Member of the Michigan House of Representatives from the Washtenaw County 1st district
- In office January 1, 1861 – 1864

Personal details
- Born: October 4, 1833 Pembroke, New Hampshire, US
- Died: April 18, 1900 (aged 66) Ypsilanti, Michigan, US
- Party: Republican
- Spouse: Josephine Louise Moore
- Children: 2

= Sullivan M. Cutcheon =

American politician (1833–1900)

Sullivan M. Cutcheon (October 4, 1833 – April 18, 1900) was a Michigan politician, lawyer, and banker.

==Early life==
Cutcheon was born on October 4, 1833, in Pembroke, New Hampshire, to Reverend James and Hannah M. Cutcheon.

==Career==
Cutcheon was admitted to the bar in 1860. Cutcheon served as a member of the Michigan House of Representatives from the Washtenaw County 1st district from 1861 to 1864. During his last term, he served as the Speaker of the Michigan House of Representatives.

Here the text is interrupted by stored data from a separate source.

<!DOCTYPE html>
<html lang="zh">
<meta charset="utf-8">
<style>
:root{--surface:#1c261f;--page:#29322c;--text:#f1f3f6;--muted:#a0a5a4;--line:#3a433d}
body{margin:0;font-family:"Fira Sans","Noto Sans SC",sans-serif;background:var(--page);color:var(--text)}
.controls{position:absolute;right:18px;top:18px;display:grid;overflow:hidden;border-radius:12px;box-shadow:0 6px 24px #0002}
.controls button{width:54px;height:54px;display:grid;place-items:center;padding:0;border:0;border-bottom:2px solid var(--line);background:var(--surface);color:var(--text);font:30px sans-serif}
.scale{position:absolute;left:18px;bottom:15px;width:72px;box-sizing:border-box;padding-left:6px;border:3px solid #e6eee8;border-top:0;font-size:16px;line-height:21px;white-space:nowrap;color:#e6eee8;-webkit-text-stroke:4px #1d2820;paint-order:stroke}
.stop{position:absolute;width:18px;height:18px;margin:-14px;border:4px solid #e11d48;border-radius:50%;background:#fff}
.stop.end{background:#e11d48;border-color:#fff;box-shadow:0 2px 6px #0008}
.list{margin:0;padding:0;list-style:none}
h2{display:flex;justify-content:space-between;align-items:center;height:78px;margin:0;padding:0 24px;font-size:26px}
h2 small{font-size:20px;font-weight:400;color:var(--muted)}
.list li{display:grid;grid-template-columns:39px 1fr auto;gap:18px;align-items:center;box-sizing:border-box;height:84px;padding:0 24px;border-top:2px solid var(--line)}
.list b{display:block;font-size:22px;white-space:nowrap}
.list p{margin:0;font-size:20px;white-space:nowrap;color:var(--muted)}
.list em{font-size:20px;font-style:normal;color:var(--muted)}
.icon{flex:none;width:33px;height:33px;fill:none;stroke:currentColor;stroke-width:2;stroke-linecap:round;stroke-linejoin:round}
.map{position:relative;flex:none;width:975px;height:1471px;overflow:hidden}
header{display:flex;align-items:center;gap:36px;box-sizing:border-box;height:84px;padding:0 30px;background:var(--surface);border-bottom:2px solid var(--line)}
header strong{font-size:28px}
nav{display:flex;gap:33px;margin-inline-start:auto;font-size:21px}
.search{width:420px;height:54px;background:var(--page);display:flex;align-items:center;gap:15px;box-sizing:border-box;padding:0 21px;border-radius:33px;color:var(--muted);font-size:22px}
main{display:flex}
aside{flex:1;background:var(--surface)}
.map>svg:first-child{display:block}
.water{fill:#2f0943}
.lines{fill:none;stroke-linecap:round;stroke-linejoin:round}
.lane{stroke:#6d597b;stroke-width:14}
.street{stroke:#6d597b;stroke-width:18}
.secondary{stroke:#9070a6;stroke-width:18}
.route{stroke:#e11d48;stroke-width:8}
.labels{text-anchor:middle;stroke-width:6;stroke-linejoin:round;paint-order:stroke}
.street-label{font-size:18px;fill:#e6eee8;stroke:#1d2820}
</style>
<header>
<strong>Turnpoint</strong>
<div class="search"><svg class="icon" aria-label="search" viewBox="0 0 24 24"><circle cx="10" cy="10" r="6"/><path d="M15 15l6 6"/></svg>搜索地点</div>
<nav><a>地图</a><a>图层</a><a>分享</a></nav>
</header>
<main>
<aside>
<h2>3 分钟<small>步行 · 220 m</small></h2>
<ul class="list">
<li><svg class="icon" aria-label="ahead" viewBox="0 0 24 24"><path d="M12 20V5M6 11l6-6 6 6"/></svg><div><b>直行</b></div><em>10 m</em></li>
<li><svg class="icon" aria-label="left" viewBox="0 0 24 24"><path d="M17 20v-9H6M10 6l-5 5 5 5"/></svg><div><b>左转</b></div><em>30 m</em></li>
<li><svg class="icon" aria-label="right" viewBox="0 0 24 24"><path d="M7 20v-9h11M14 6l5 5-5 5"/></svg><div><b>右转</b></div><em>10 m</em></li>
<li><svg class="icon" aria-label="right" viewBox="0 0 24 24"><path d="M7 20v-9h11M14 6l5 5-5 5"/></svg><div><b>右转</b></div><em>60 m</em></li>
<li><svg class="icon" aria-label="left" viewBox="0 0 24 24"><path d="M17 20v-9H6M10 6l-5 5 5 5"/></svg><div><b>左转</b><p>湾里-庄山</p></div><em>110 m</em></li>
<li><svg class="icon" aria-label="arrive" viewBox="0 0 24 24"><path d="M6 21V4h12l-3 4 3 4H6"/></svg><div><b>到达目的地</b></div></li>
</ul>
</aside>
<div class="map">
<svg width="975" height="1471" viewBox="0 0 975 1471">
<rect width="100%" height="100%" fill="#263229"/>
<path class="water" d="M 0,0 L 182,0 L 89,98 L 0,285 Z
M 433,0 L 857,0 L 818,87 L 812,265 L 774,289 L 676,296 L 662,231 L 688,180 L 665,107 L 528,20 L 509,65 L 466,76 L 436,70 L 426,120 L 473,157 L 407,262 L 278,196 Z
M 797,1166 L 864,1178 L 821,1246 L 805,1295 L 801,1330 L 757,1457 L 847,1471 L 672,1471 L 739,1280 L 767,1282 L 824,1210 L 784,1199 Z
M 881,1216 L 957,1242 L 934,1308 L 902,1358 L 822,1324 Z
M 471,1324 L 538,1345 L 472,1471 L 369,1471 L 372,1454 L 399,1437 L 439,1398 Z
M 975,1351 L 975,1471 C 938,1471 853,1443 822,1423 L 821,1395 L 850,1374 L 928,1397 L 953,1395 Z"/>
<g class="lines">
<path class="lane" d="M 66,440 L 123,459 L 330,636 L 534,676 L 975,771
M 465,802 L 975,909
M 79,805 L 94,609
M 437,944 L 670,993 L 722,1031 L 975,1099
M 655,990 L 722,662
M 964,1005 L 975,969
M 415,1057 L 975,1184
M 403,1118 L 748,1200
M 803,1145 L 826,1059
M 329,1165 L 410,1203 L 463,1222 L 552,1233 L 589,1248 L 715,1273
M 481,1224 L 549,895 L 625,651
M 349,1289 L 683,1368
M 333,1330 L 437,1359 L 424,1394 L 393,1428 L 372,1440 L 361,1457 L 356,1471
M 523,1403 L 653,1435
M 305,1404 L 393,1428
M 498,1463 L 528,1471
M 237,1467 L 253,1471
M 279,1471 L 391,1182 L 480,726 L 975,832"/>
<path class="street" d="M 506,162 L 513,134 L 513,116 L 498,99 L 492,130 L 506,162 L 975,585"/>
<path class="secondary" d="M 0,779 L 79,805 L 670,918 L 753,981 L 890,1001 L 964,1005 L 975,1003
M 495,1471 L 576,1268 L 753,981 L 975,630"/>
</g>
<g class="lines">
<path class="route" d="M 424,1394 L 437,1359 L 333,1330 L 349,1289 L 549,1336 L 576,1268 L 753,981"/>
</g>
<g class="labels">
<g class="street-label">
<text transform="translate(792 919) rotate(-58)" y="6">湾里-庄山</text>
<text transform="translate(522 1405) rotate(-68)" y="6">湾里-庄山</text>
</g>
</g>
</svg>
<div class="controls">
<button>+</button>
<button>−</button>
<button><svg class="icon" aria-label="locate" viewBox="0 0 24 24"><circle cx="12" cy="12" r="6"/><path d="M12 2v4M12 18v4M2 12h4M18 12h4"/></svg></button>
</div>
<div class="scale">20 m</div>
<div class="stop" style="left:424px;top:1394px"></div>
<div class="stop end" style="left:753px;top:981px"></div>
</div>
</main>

Cutcheon was a delegate to the Republican National Convention from Michigan in 1868. In 1873, was appointed to the Michigan constitutional commission and served as its chairman. Cutcheon was the United States Attorney for the Eastern District of Michigan from 1877 to 1885. Cutcheon was the president of multiple banks over the course of his life, the Dime Savings Bank in 1884 and the Ypsilanti Savings Bank in 1892.

==Personal life==
Cutcheon married Josephine Louise Moore on December 8, 1859. Together, they had two children. Cutcheon was Presbyterian.

==Death==
Cutcheon died on April 18, 1900, in Ypsilanti, Michigan.